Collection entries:
══════════
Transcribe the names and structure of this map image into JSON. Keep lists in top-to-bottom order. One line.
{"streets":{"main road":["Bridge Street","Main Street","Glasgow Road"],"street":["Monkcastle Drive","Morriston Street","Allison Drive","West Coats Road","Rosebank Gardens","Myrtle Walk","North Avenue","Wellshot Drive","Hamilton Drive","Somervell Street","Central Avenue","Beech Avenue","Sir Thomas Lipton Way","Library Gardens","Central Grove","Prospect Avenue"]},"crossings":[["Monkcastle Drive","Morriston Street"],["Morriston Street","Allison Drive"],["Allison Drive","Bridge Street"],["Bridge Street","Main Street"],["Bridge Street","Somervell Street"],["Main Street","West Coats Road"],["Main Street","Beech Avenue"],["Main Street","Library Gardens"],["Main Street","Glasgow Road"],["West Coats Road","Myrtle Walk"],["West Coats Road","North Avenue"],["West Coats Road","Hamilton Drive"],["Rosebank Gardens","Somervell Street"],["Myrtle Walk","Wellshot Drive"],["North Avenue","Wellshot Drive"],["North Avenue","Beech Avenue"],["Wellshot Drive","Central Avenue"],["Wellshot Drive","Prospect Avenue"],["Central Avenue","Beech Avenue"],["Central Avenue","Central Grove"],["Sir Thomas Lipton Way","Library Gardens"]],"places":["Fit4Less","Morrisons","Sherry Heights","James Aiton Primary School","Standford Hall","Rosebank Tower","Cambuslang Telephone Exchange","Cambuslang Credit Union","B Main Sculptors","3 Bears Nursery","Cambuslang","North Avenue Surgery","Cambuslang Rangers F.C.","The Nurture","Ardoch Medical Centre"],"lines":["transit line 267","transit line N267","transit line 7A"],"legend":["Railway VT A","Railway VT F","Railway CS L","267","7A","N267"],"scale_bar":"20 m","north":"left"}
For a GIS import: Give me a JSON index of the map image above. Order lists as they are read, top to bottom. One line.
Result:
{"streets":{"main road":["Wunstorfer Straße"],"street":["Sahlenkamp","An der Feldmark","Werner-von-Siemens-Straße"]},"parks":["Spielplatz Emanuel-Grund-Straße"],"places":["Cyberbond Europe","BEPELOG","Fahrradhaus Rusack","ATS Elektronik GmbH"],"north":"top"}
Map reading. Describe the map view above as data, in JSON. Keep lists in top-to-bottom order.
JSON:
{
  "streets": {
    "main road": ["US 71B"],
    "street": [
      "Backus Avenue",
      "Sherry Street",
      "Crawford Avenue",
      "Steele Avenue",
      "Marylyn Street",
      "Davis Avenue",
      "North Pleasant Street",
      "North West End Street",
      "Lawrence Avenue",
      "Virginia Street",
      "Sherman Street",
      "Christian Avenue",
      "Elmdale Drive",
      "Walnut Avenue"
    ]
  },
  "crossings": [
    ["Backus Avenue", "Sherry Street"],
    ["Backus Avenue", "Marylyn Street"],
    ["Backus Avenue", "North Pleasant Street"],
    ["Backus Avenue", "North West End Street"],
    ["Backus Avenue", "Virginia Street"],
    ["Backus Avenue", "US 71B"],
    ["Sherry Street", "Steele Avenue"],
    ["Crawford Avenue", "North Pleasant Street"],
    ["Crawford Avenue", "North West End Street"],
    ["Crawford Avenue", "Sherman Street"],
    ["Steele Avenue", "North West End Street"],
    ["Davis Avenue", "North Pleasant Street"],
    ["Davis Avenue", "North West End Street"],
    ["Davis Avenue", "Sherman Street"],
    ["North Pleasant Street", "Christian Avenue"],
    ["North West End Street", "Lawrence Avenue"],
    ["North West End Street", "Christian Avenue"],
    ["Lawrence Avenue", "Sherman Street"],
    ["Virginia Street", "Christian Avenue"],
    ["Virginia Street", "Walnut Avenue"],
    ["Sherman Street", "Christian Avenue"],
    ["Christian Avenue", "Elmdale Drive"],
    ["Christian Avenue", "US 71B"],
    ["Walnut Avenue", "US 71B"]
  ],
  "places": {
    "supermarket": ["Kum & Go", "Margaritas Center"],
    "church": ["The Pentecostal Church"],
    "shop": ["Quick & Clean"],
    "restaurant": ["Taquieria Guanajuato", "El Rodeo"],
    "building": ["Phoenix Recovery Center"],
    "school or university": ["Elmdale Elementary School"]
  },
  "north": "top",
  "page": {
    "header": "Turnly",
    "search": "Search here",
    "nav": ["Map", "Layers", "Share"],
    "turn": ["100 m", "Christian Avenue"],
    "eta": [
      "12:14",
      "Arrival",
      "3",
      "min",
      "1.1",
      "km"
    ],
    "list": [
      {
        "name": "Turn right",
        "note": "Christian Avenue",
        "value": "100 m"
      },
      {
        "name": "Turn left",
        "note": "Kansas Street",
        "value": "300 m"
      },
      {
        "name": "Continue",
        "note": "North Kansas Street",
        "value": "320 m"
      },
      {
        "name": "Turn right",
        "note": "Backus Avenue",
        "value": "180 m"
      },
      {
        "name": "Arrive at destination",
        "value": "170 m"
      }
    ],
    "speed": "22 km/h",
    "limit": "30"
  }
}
══════════
• _Task item_:
Could you print all of the entries again exactly as they stand?

• _Answer section_:
Transcribe the names and structure of this map image into JSON. Keep lists in top-to-bottom order. One line.
{"streets":{"main road":["Bridge Street","Main Street","Glasgow Road"],"street":["Monkcastle Drive","Morriston Street","Allison Drive","West Coats Road","Rosebank Gardens","Myrtle Walk","North Avenue","Wellshot Drive","Hamilton Drive","Somervell Street","Central Avenue","Beech Avenue","Sir Thomas Lipton Way","Library Gardens","Central Grove","Prospect Avenue"]},"crossings":[["Monkcastle Drive","Morriston Street"],["Morriston Street","Allison Drive"],["Allison Drive","Bridge Street"],["Bridge Street","Main Street"],["Bridge Street","Somervell Street"],["Main Street","West Coats Road"],["Main Street","Beech Avenue"],["Main Street","Library Gardens"],["Main Street","Glasgow Road"],["West Coats Road","Myrtle Walk"],["West Coats Road","North Avenue"],["West Coats Road","Hamilton Drive"],["Rosebank Gardens","Somervell Street"],["Myrtle Walk","Wellshot Drive"],["North Avenue","Wellshot Drive"],["North Avenue","Beech Avenue"],["Wellshot Drive","Central Avenue"],["Wellshot Drive","Prospect Avenue"],["Central Avenue","Beech Avenue"],["Central Avenue","Central Grove"],["Sir Thomas Lipton Way","Library Gardens"]],"places":["Fit4Less","Morrisons","Sherry Heights","James Aiton Primary School","Standford Hall","Rosebank Tower","Cambuslang Telephone Exchange","Cambuslang Credit Union","B Main Sculptors","3 Bears Nursery","Cambuslang","North Avenue Surgery","Cambuslang Rangers F.C.","The Nurture","Ardoch Medical Centre"],"lines":["transit line 267","transit line N267","transit line 7A"],"legend":["Railway VT A","Railway VT F","Railway CS L","267","7A","N267"],"scale_bar":"20 m","north":"left"}
For a GIS import: Give me a JSON index of the map image above. Order lists as they are read, top to bottom. One line.
Result:
{"streets":{"main road":["Wunstorfer Straße"],"street":["Sahlenkamp","An der Feldmark","Werner-von-Siemens-Straße"]},"parks":["Spielplatz Emanuel-Grund-Straße"],"places":["Cyberbond Europe","BEPELOG","Fahrradhaus Rusack","ATS Elektronik GmbH"],"north":"top"}
Map reading. Describe the map view above as data, in JSON. Keep lists in top-to-bottom order.
JSON:
{
  "streets": {
    "main road": ["US 71B"],
    "street": [
      "Backus Avenue",
      "Sherry Street",
      "Crawford Avenue",
      "Steele Avenue",
      "Marylyn Street",
      "Davis Avenue",
      "North Pleasant Street",
      "North West End Street",
      "Lawrence Avenue",
      "Virginia Street",
      "Sherman Street",
      "Christian Avenue",
      "Elmdale Drive",
      "Walnut Avenue"
    ]
  },
  "crossings": [
    ["Backus Avenue", "Sherry Street"],
    ["Backus Avenue", "Marylyn Street"],
    ["Backus Avenue", "North Pleasant Street"],
    ["Backus Avenue", "North West End Street"],
    ["Backus Avenue", "Virginia Street"],
    ["Backus Avenue", "US 71B"],
    ["Sherry Street", "Steele Avenue"],
    ["Crawford Avenue", "North Pleasant Street"],
    ["Crawford Avenue", "North West End Street"],
    ["Crawford Avenue", "Sherman Street"],
    ["Steele Avenue", "North West End Street"],
    ["Davis Avenue", "North Pleasant Street"],
    ["Davis Avenue", "North West End Street"],
    ["Davis Avenue", "Sherman Street"],
    ["North Pleasant Street", "Christian Avenue"],
    ["North West End Street", "Lawrence Avenue"],
    ["North West End Street", "Christian Avenue"],
    ["Lawrence Avenue", "Sherman Street"],
    ["Virginia Street", "Christian Avenue"],
    ["Virginia Street", "Walnut Avenue"],
    ["Sherman Street", "Christian Avenue"],
    ["Christian Avenue", "Elmdale Drive"],
    ["Christian Avenue", "US 71B"],
    ["Walnut Avenue", "US 71B"]
  ],
  "places": {
    "supermarket": ["Kum & Go", "Margaritas Center"],
    "church": ["The Pentecostal Church"],
    "shop": ["Quick & Clean"],
    "restaurant": ["Taquieria Guanajuato", "El Rodeo"],
    "building": ["Phoenix Recovery Center"],
    "school or university": ["Elmdale Elementary School"]
  },
  "north": "top",
  "page": {
    "header": "Turnly",
    "search": "Search here",
    "nav": ["Map", "Layers", "Share"],
    "turn": ["100 m", "Christian Avenue"],
    "eta": [
      "12:14",
      "Arrival",
      "3",
      "min",
      "1.1",
      "km"
    ],
    "list": [
      {
        "name": "Turn right",
        "note": "Christian Avenue",
        "value": "100 m"
      },
      {
        "name": "Turn left",
        "note": "Kansas Street",
        "value": "300 m"
      },
      {
        "name": "Continue",
        "note": "North Kansas Street",
        "value": "320 m"
      },
      {
        "name": "Turn right",
        "note": "Backus Avenue",
        "value": "180 m"
      },
      {
        "name": "Arrive at destination",
        "value": "170 m"
      }
    ],
    "speed": "22 km/h",
    "limit": "30"
  }
}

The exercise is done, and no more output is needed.